After the line containing "width:19px; height:19px; translate:-50%", write nothing more; before it, reproduce every line of the material below exactly, starting with the first.

--------------------------------------------------

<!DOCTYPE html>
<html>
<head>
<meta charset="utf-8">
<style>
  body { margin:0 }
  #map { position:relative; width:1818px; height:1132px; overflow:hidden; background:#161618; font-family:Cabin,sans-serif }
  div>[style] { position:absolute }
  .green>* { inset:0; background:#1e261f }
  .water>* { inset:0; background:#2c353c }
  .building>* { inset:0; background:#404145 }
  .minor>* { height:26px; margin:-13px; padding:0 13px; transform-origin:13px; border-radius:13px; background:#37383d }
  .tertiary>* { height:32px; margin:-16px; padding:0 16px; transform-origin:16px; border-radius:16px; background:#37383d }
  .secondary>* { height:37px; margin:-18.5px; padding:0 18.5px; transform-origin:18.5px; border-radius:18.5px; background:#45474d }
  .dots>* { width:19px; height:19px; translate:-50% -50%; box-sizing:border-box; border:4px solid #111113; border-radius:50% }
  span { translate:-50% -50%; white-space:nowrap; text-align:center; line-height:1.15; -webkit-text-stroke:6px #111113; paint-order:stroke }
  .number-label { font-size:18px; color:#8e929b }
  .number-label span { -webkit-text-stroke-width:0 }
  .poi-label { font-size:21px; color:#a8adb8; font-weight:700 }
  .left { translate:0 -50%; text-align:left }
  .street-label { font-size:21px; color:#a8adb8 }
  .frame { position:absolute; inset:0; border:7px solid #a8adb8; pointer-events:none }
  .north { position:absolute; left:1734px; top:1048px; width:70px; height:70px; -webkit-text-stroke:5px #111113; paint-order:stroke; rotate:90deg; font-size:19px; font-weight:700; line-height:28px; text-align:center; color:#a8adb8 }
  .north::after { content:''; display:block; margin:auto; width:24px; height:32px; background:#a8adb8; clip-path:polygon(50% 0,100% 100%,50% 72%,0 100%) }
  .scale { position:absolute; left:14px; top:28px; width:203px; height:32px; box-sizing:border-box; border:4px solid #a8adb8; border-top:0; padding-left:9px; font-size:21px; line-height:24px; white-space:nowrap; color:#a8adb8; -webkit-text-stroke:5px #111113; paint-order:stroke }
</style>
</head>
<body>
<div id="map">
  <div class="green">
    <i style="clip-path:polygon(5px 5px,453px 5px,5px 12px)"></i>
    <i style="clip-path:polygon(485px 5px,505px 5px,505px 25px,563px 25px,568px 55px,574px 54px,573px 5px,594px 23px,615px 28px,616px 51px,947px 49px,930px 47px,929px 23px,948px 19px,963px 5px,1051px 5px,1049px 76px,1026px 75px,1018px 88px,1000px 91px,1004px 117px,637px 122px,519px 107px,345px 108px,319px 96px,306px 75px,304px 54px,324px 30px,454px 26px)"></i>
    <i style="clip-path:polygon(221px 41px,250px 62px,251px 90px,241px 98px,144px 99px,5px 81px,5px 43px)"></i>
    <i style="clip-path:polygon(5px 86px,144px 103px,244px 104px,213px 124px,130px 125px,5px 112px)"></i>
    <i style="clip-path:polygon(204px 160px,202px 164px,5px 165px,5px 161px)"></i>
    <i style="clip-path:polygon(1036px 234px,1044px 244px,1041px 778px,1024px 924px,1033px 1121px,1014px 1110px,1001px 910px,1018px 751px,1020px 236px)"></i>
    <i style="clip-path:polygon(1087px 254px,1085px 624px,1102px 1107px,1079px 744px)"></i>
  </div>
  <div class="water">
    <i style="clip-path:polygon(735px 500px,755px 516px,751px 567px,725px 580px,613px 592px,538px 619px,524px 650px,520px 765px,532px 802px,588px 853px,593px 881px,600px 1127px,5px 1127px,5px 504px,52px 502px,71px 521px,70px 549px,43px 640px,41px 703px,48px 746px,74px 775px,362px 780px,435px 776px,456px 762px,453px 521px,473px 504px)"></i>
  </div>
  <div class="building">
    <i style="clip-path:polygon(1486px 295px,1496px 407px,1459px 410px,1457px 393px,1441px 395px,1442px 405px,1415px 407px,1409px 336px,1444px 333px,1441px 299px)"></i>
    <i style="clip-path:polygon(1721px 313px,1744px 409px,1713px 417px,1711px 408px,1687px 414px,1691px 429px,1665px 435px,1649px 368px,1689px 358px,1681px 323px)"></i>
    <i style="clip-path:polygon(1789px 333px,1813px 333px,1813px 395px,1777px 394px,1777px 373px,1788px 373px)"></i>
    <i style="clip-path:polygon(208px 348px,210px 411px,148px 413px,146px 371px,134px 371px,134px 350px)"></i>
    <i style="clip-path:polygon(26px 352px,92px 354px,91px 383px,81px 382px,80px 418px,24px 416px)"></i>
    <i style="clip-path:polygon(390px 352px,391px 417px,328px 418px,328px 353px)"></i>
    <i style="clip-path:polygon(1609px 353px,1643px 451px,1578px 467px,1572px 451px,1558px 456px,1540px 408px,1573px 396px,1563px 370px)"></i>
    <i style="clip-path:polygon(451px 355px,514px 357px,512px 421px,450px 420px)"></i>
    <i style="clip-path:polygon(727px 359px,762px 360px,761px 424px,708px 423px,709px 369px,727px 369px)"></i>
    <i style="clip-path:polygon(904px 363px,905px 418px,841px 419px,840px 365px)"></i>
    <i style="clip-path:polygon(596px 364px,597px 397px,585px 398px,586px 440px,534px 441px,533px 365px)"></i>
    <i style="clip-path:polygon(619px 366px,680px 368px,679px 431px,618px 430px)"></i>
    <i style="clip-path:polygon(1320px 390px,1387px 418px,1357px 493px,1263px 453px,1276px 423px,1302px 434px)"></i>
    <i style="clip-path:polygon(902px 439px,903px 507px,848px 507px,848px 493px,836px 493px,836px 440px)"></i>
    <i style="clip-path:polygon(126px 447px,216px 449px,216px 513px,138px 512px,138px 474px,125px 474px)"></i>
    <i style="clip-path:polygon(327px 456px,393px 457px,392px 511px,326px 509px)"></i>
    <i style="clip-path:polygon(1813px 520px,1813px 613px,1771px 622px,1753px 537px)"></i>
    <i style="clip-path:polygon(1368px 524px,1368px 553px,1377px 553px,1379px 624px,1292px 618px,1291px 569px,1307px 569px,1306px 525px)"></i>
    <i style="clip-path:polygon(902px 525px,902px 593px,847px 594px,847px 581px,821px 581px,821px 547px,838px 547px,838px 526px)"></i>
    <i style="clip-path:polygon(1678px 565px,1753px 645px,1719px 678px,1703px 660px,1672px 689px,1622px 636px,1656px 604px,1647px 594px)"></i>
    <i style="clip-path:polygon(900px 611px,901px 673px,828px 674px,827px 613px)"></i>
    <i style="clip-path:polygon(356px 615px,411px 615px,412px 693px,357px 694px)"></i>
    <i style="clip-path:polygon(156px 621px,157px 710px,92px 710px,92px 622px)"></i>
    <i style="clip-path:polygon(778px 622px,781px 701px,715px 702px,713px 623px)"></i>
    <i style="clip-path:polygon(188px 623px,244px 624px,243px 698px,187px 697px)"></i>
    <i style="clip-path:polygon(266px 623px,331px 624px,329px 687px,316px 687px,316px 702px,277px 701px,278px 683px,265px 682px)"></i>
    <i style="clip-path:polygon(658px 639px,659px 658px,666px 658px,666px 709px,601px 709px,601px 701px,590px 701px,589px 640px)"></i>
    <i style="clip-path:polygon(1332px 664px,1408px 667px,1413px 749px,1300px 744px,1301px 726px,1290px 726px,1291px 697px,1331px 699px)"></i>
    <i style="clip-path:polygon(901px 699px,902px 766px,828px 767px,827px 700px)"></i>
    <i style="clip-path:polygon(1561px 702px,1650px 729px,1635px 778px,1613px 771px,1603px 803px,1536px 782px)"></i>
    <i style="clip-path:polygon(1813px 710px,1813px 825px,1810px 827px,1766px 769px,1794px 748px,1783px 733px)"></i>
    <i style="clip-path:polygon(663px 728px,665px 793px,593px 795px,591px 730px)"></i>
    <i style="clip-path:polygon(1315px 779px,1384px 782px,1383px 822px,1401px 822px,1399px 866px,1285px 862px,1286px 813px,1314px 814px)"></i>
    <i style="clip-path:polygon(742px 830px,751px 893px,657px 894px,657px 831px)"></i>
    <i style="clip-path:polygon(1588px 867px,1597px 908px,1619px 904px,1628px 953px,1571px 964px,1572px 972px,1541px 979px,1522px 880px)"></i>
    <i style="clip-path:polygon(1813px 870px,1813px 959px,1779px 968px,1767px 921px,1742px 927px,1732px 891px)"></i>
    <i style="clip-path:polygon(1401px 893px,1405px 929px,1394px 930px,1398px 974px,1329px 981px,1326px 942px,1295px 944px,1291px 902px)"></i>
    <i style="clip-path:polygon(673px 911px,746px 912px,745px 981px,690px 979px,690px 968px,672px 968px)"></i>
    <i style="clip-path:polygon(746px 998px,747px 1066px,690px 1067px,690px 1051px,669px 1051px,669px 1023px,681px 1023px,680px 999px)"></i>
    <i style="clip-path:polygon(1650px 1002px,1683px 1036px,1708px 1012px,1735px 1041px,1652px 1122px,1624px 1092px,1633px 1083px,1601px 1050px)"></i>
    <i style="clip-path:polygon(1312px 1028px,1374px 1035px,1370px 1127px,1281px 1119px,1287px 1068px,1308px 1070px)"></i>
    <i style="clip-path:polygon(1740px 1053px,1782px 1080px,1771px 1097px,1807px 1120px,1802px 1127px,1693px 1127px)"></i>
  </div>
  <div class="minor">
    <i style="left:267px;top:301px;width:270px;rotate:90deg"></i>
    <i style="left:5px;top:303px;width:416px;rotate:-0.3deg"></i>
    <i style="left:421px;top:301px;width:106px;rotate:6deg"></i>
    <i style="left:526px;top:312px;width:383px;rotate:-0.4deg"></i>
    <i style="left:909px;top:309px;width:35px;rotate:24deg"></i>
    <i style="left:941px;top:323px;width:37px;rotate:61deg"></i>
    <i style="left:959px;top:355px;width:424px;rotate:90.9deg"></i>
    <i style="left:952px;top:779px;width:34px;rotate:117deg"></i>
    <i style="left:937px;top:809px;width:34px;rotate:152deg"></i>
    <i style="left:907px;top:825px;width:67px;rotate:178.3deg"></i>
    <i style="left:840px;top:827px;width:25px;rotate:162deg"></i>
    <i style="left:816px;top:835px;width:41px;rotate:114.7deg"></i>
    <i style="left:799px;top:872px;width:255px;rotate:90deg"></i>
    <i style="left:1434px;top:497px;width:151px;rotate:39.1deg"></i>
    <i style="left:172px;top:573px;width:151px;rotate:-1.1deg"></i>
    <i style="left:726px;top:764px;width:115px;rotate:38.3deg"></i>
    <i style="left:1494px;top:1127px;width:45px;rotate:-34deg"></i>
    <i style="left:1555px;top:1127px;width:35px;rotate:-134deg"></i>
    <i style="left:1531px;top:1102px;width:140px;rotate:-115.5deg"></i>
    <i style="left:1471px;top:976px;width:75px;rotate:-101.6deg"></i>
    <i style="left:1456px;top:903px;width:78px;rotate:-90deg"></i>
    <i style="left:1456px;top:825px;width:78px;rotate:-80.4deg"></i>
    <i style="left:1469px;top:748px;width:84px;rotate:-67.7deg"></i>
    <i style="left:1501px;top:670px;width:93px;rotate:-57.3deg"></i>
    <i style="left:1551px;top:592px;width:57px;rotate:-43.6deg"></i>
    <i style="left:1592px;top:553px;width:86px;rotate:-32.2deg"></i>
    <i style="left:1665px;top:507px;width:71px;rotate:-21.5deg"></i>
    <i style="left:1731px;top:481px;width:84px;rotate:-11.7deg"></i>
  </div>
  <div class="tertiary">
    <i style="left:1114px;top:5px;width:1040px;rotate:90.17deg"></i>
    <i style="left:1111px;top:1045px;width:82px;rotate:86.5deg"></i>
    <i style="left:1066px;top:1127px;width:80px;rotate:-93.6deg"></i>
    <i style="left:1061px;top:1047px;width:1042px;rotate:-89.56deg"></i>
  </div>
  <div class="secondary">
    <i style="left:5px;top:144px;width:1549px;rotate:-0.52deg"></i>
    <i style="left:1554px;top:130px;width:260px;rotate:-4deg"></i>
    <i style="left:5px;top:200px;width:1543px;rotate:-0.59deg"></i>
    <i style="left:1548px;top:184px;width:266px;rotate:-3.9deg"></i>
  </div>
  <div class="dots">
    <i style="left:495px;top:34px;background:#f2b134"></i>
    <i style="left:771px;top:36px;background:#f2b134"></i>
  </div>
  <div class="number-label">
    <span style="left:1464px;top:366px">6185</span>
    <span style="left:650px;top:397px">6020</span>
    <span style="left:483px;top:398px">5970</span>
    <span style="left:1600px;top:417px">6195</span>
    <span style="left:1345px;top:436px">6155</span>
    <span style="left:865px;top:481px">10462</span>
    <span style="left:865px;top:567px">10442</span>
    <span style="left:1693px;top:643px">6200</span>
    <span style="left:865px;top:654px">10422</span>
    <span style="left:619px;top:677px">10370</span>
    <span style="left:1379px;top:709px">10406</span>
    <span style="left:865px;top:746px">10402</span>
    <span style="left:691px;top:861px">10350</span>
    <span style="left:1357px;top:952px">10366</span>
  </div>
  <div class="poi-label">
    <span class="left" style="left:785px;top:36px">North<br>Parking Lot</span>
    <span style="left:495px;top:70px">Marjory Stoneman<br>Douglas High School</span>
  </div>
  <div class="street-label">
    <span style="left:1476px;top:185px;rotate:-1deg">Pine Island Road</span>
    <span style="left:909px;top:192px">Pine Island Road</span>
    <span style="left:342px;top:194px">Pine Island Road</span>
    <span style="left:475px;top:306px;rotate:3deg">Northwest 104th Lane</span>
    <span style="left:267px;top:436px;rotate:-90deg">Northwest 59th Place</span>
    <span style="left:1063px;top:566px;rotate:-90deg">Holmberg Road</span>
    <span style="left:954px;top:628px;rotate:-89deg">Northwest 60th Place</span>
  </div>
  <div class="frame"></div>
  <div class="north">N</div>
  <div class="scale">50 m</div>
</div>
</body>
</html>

--------------------------------------------------

SOLUTION TO THE EXERCISE →
<!DOCTYPE html>
<html>
<head>
<meta charset="utf-8">
<style>
  body { margin:0 }
  #map { position:relative; width:1818px; height:1132px; overflow:hidden; background:#161618; font-family:Cabin,sans-serif }
  div>[style] { position:absolute }
  .green>* { inset:0; background:#1e261f }
  .water>* { inset:0; background:#2c353c }
  .building>* { inset:0; background:#404145 }
  .minor>* { height:26px; margin:-13px; padding:0 13px; transform-origin:13px; border-radius:13px; background:#37383d }
  .tertiary>* { height:32px; margin:-16px; padding:0 16px; transform-origin:16px; border-radius:16px; background:#37383d }
  .secondary>* { height:37px; margin:-18.5px; padding:0 18.5px; transform-origin:18.5px; border-radius:18.5px; background:#45474d }
  .dots>* { width:19px; height:19px; translate:-50% -50%; box-sizing:border-box; border:4px solid #111113; border-radius:50% }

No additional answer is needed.